Search
   >> Home >> Resources & support >> FAQs >> Replacing missing values

This FAQ is based on questions and answers that appeared on Statalist.

How can I replace missing values with previous or following nonmissing values or within sequences?

Title   Replacing missing values
Author Nicholas J. Cox, Durham University, UK
Date August 2000; updated January 2012

1. The problems

Users often want to replace missing values by neighboring nonmissing values, particularly when observations occur in some definite order, often (but not always) a time order. Typically, this occurs when values of some variable should be identical within blocks of observations, but, for some reason, values are explicitly nonmissing within the dataset only for certain observations, most often the first. So, there is a wish to copy values within blocks of observations.

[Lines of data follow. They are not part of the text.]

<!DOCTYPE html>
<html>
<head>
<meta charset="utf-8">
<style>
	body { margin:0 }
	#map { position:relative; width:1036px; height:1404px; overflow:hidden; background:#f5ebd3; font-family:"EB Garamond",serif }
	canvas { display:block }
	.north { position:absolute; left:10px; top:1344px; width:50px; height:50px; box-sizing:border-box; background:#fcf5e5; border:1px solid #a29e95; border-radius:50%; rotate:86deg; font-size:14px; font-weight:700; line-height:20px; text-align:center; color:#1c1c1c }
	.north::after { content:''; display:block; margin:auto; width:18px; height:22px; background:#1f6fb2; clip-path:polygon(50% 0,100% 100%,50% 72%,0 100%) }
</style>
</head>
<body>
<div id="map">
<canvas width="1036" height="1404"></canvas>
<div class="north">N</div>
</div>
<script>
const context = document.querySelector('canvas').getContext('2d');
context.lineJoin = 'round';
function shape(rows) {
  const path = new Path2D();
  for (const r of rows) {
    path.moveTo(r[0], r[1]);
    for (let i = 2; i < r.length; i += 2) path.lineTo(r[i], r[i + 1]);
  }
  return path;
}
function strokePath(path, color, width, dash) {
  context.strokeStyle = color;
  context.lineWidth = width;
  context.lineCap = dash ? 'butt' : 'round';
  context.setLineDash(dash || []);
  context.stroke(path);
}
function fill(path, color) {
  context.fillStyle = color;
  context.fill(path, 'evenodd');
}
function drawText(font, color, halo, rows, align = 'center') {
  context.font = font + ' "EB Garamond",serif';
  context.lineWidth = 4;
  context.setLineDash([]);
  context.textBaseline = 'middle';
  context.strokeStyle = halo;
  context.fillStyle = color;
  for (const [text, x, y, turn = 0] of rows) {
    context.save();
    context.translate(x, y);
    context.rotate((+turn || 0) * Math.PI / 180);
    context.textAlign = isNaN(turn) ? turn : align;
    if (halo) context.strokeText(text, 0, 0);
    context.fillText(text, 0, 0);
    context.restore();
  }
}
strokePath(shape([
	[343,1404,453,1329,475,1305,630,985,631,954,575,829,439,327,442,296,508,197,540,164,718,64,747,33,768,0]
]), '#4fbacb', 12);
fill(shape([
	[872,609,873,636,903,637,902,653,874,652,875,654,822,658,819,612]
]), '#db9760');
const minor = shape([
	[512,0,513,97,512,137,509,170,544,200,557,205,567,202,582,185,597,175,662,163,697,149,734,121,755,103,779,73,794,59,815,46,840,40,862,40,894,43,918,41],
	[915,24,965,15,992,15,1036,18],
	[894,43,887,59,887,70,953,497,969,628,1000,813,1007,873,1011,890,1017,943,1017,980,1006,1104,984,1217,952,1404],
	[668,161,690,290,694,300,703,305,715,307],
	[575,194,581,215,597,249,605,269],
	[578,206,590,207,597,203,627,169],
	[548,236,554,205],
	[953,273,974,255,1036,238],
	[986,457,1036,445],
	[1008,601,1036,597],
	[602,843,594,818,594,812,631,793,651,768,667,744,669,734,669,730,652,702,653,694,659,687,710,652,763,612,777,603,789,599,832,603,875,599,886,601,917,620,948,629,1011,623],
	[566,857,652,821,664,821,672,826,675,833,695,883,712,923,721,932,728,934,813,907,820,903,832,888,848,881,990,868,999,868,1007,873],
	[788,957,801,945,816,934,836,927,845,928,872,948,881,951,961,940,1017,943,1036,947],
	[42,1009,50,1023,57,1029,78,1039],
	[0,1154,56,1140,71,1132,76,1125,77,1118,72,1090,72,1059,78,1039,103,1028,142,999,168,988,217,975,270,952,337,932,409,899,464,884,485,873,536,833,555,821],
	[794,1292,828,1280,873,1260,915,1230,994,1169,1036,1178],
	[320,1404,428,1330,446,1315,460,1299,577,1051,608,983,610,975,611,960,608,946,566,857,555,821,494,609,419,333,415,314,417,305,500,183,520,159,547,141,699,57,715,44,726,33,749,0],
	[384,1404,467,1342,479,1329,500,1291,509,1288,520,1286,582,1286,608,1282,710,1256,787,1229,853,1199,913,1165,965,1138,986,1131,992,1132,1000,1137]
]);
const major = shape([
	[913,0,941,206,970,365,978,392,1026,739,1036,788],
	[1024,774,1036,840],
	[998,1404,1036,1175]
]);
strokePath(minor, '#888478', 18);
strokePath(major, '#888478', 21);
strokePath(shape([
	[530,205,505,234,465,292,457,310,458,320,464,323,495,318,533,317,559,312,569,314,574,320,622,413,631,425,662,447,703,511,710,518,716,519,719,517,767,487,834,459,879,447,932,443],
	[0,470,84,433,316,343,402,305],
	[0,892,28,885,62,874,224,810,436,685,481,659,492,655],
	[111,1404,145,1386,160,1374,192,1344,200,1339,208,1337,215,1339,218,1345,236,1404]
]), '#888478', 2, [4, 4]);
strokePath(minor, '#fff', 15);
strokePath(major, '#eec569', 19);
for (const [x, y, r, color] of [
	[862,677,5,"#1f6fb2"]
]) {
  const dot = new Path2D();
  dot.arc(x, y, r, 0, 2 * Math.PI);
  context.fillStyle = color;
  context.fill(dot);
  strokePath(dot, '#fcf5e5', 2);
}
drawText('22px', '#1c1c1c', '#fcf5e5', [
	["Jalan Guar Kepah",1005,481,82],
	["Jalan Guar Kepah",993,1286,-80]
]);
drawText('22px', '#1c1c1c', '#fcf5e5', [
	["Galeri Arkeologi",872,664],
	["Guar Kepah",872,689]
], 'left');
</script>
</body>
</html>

Alternatively, users often want to replace missing values in a sequence, usually in a time sequence. These problems can be solved with similar methods.

A different situation, not addressed directly in this FAQ, is when values of some time-varying variable are known only for certain observations. There is then a need for imputation or interpolation between known values. Copying the last value forward is unlikely to be a good method of interpolation unless, as just stated, it is known that values remained constant at a stated level until the next stated level. Either way, users applying the methods described here for imputation or interpolation take on the responsibility for what they do.

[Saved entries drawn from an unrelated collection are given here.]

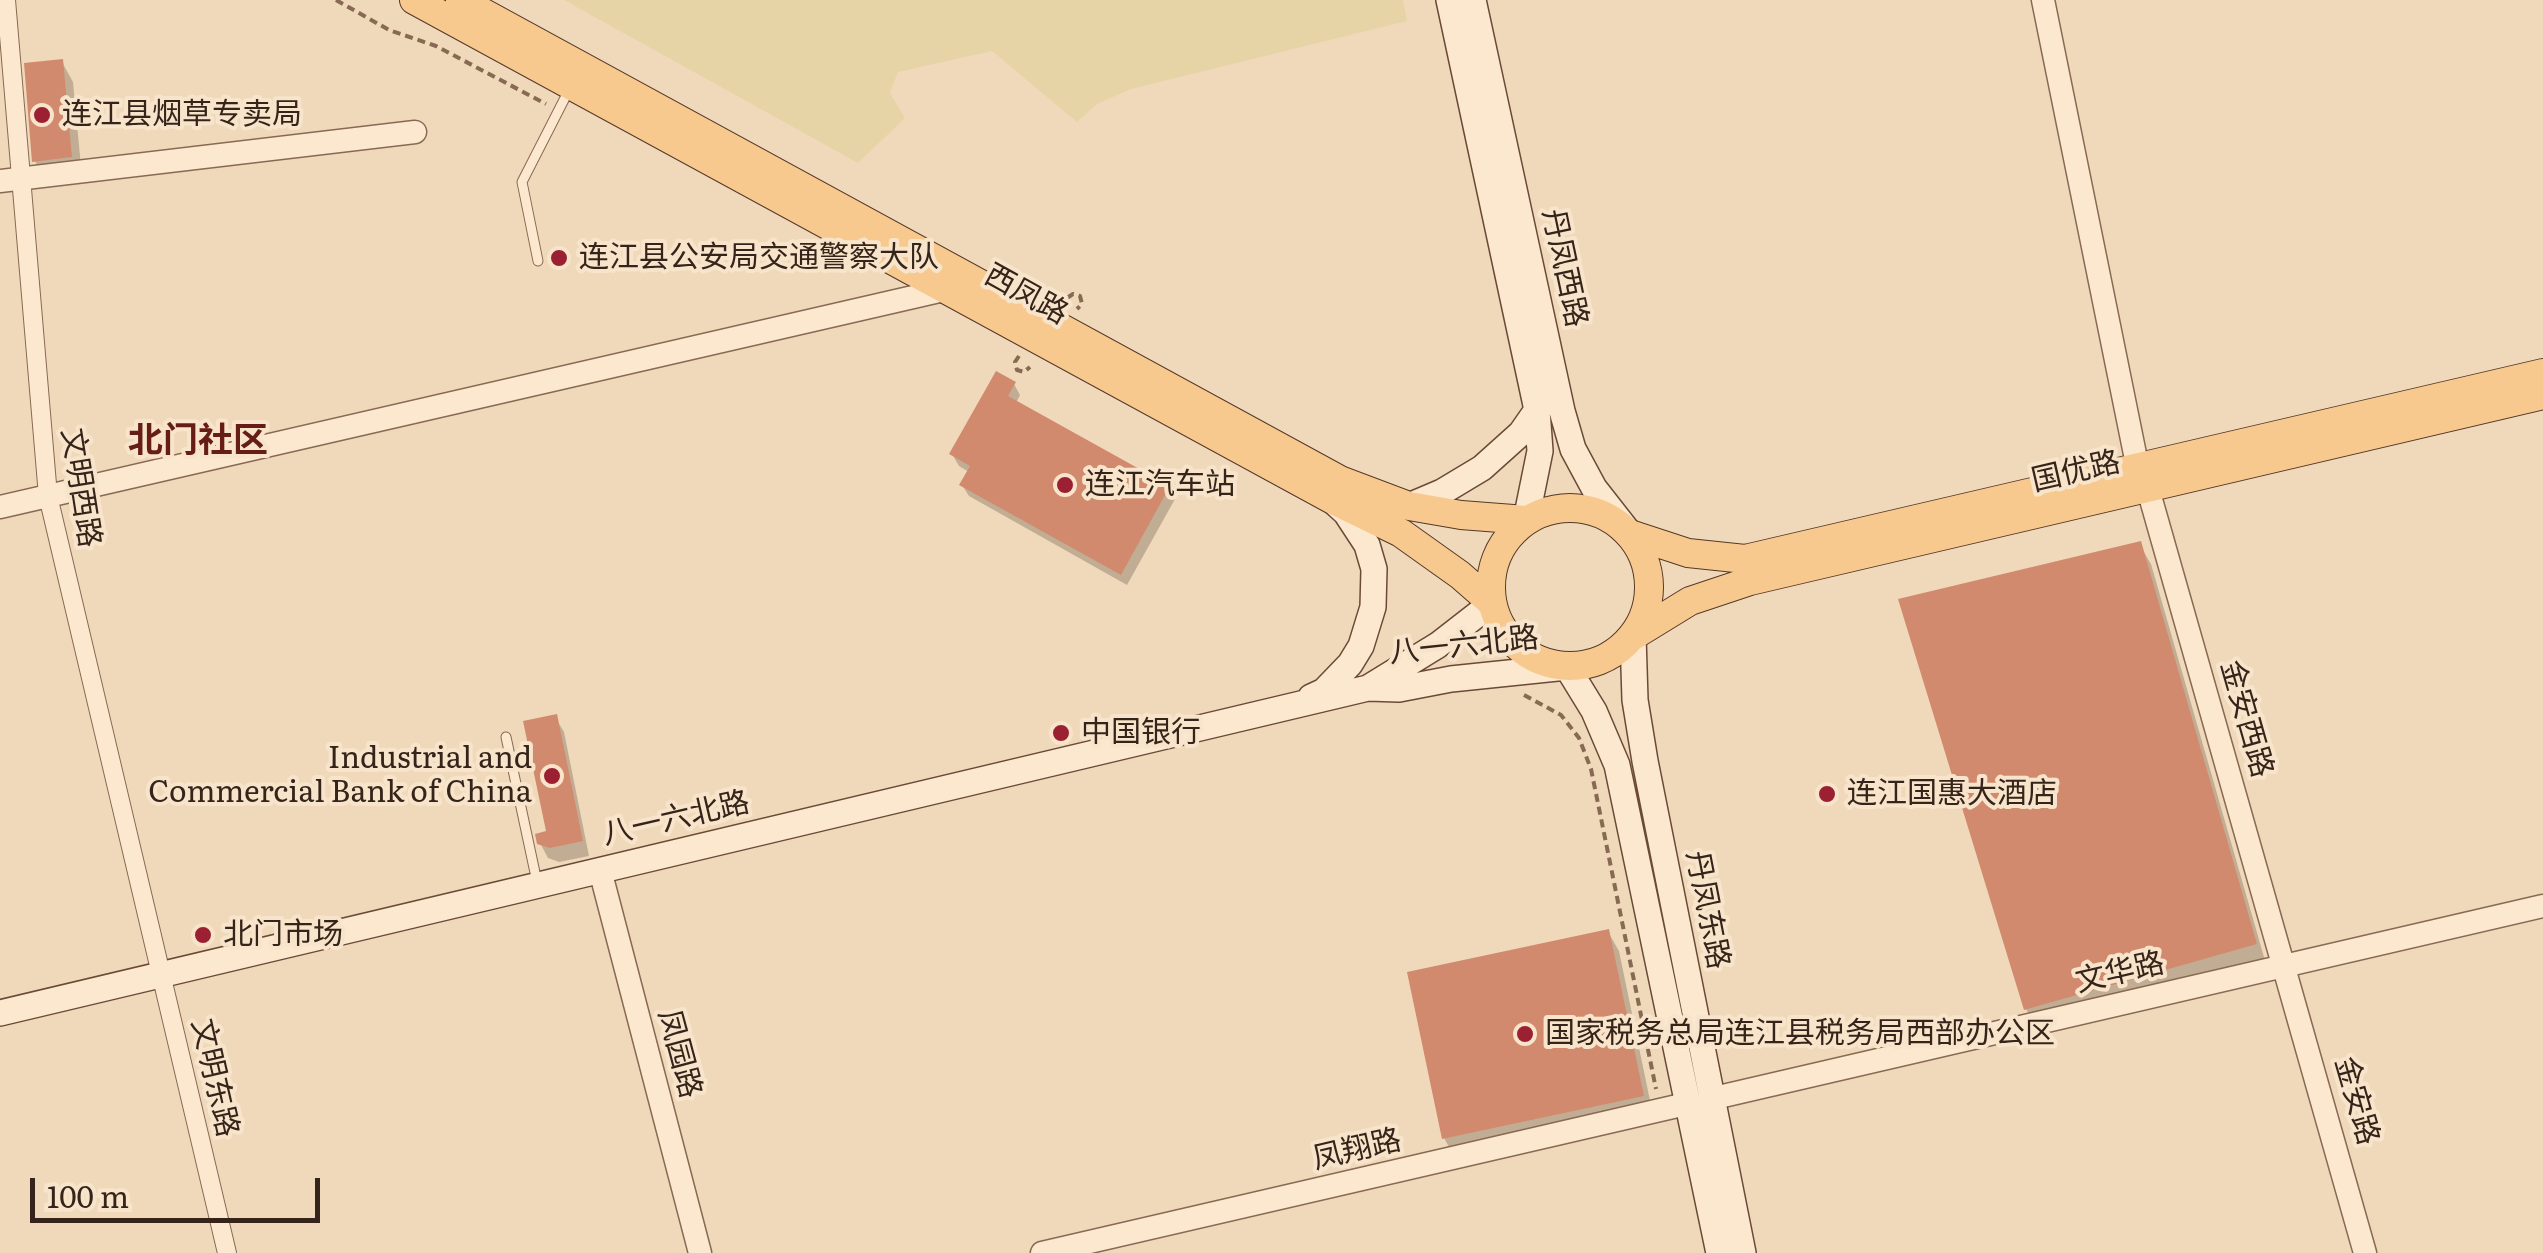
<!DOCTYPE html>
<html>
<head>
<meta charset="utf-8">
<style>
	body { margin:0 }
	#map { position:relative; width:2543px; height:1253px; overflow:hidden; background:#f0d9ba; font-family:Literata,serif }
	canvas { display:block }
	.scale { position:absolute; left:30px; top:1178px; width:290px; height:45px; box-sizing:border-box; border:5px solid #36241a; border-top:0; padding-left:12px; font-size:30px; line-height:35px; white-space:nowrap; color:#36241a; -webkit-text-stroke:8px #f7e4ca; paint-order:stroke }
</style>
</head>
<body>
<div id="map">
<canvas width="2543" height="1253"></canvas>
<div class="scale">100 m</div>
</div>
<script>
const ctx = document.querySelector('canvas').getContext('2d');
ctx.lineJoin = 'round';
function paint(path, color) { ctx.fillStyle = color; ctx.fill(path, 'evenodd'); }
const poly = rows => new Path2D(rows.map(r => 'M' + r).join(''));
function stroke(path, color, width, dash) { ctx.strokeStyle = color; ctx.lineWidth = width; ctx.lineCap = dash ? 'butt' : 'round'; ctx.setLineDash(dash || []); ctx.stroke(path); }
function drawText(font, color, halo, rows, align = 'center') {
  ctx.font = font + ' Literata,"Noto Sans SC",serif'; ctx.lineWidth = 8; ctx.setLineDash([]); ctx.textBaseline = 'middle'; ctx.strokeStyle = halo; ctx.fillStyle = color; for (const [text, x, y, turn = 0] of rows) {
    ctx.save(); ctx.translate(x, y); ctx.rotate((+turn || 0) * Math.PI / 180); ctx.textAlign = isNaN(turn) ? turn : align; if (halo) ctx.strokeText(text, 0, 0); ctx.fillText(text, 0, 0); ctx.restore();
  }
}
paint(poly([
	[564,0,1403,0,1407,21,1131,89,1097,104,1077,122,992,51,898,72,890,93,905,118,858,163]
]), '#e6d4a7');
paint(poly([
	[62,62,73,82,82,177,46,181,35,161],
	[1014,384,1020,395,1016,403,1168,488,1175,499,1127,585,969,496,962,485,969,472,959,466,952,454],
	[2139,544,2151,564,2266,964,2037,1028,2026,1009],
	[555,717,564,732,589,856,559,862,548,858,540,843,549,833],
	[1608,932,1619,951,1653,1115,1455,1158,1444,1138]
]), '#0003');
paint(poly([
	[63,59,72,157,32,162,24,63],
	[996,371,1016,382,1008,396,1170,486,1121,575,959,485,970,466,949,454],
	[2141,541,2257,944,2024,1010,1898,599],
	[557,714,583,841,550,848,537,844,535,834,546,831,523,721],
	[1609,929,1644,1096,1442,1139,1407,972]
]), '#d18a6d');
const service = poly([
	[538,261,522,182,570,88],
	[506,737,537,882]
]);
const minor = poly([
	[6,0,48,496,227,1253]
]);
const tertiary = poly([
	[2043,0,2138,469],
	[0,181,415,132],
	[2148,489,2365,1253],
	[0,507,948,289],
	[600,870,700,1253],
	[1710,1099,2543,906],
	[1042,1253,1686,1104]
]);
const secondary = poly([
	[1449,0,1537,410,1540,451,1526,520],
	[1473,0,1562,411,1573,449,1594,488,1630,534],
	[1409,506,1442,492,1482,468,1521,433,1537,410],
	[1633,636,1635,700,1645,761,1743,1253],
	[1368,688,1438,645,1492,603],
	[1311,697,1324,691,1350,664,1361,646,1373,607,1374,569,1367,545,1346,513,1335,503],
	[0,1013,1368,688,1399,689,1451,679,1567,667,1594,711,1617,765,1719,1253]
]);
const primary = poly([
	[414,0,1331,499,1401,533,1460,575,1492,603],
	[460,0,1340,480,1409,506,1461,515,1526,520],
	'1491 587a79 79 0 1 1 158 0a79 79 0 1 1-158 0Z',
	[1630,534,1688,553,1745,559,2543,373],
	[1633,636,1690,601,1750,581,2543,395]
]);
stroke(service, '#886954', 11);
stroke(minor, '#886954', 20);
stroke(tertiary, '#886954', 25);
stroke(secondary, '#6a4a37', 28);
stroke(primary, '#553829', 30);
stroke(poly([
	[336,0,389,30,436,46,546,104],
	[1067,298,1073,294,1080,296,1082,304,1077,309],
	[1019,356,1015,362,1017,370,1024,372,1030,367],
	[1524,695,1561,715,1579,738,1591,769,1656,1089]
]), '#886954', 4, [8, 5]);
stroke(service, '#fbe8ce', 9);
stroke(minor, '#fbe8ce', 18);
stroke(tertiary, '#fbe8ce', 22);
stroke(secondary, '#fbe8ce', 25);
stroke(primary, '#f8c98e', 28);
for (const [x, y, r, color] of [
	[42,115,10,"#9b2031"],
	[559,258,10,"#9b2031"],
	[1065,485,10,"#9b2031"],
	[1061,733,10,"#9b2031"],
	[552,776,10,"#9b2031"],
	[1827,794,10,"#9b2031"],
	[203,935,10,"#9b2031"],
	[1525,1034,10,"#9b2031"]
]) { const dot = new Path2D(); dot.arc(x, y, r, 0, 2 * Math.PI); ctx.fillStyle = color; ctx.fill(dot); stroke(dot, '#f7e4ca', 4); }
drawText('30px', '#36241a', '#f7e4ca', [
	["连江县烟草专卖局",62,115],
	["连江县公安局交通警察大队",579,258],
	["连江汽车站",1085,485],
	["中国银行",1081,733],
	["Industrial and",532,759,"right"],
	["Commercial Bank of China",532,793,"right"],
	["连江国惠大酒店",1847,794],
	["北门市场",223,935],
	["国家税务总局连江县税务局西部办公区",1545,1034]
], 'left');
drawText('30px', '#36241a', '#f7e4ca', [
	["丹凤西路",1564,268,78],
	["西凤路",1026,295,29],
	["国优路",2076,472,-13],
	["文明西路",80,488,81],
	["八一六北路",1464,646,-6],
	["金安西路",2246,719,74],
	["八一六北路",676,819,-13],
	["丹凤东路",1707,910,79],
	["文华路",2120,973,-13],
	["凤园路",679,1054,75],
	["文明东路",214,1078,77],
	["金安路",2356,1101,74],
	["凤翔路",1357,1150,-13]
]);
drawText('bold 35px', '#651d16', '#f7e4ca', [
	["北门社区",198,442]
]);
</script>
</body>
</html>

2. Without tsset: copying nonmissing values

Let us first look at the case where you have not tsset your data (see, for example, [TS] tsset for an explanation), but we will assume that the data have been put in the correct sort order, say, by typing

        . sort time 

If missing values occurred singly, then they could be replaced by the previous value

        . replace myvar = myvar[_n-1] if missing(myvar) 

or by the following value

        . replace myvar = myvar[_n+1] if missing(myvar) 

Here the subscript notation used is that _n always refers to any given observation, _n−1 to the previous observation and _n+1 to the following observation, given the current sort order. There is not, of course, any observation before the first, or after the last, so myvar[0] is always missing, as is myvar for any observation number that is negative or greater than the number of observations in the data. See [U] 13.7 Explicit subscripting for more about subscripting.

missing(myvar) catches both numeric missings and string missings. If myvar is numeric, you could write

        . replace myvar = myvar[_n+1] if myvar >= . 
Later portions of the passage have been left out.